The translation subgroup $[{\cal T}:={\cal T}({\cal R})]$ of the space group $[{\cal R}]$ plays a very important role if one wants to analyse the space group $[{\cal R}]$ . Let $[{\cal U}\neq {\cal R}]$ be a subgroup of $[{\cal R}]$ . Then $[{\cal U}]$ has either fewer translations ( $[{\cal T}({\cal U}) \,\lt\, {\cal T}]$ ) or the order of the linear part of $[{\cal U}]$ , the index of $[{\cal T}({\cal U})]$ in $[{\cal U}]$ , gets smaller ( $[|\overline{{\cal U}} | \,\lt\, |\overline{{\cal R}}| ]$ ), or both happen.

Definition 1.5.4.2.2. Let $[{\cal U}]$ be a subgroup of the space group $[{\cal R}]$ and $[{\cal T}:= {\cal T}({\cal R})]$ .

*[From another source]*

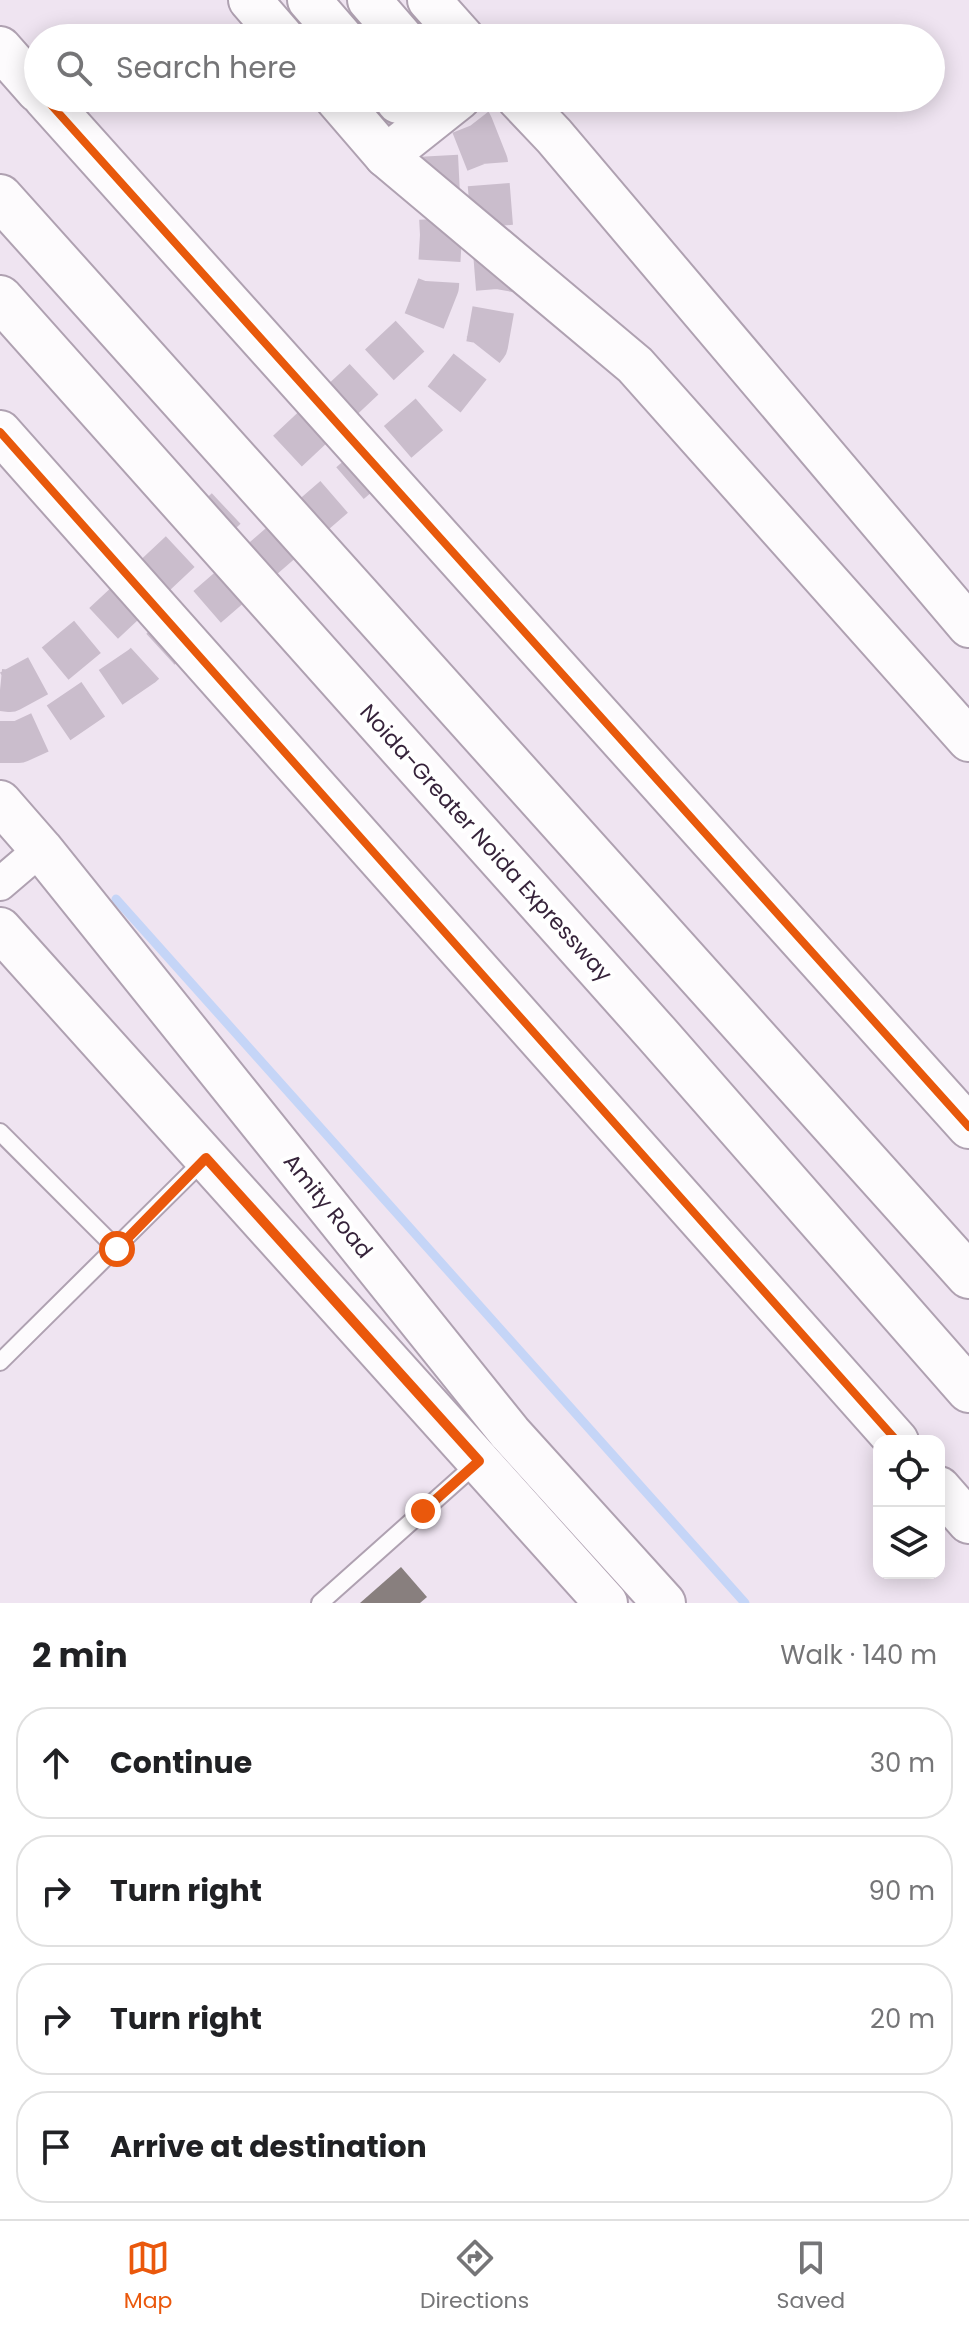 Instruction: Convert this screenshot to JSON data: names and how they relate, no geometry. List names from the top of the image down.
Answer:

(t) $[{\cal U}]$ is called a translationengleiche or a t-subgroup if $[{\cal U}\cap {\cal T} = {\cal T}]$ .

(k) $[{\cal U}]$ is called a klassengleiche or a k-subgroup if $[{\cal U}/{\cal U}\cap {\cal T} \cong {\cal R}/{\cal T} ]$ .

Remark . The third isomorphism theorem, Theorem 1.5.3.5.2, implies that if $[{\cal U}]$ is a k-subgroup, then $[{\cal U}{\cal T}/{\cal T} \cong {\cal U}/{\cal U}\cap {\cal T} \cong {\cal R}/{\cal T}]$ . Hence $[{\cal U}]$ is a k-subgroup if and only if $[{\cal U}{\cal T}={\cal R}]$ .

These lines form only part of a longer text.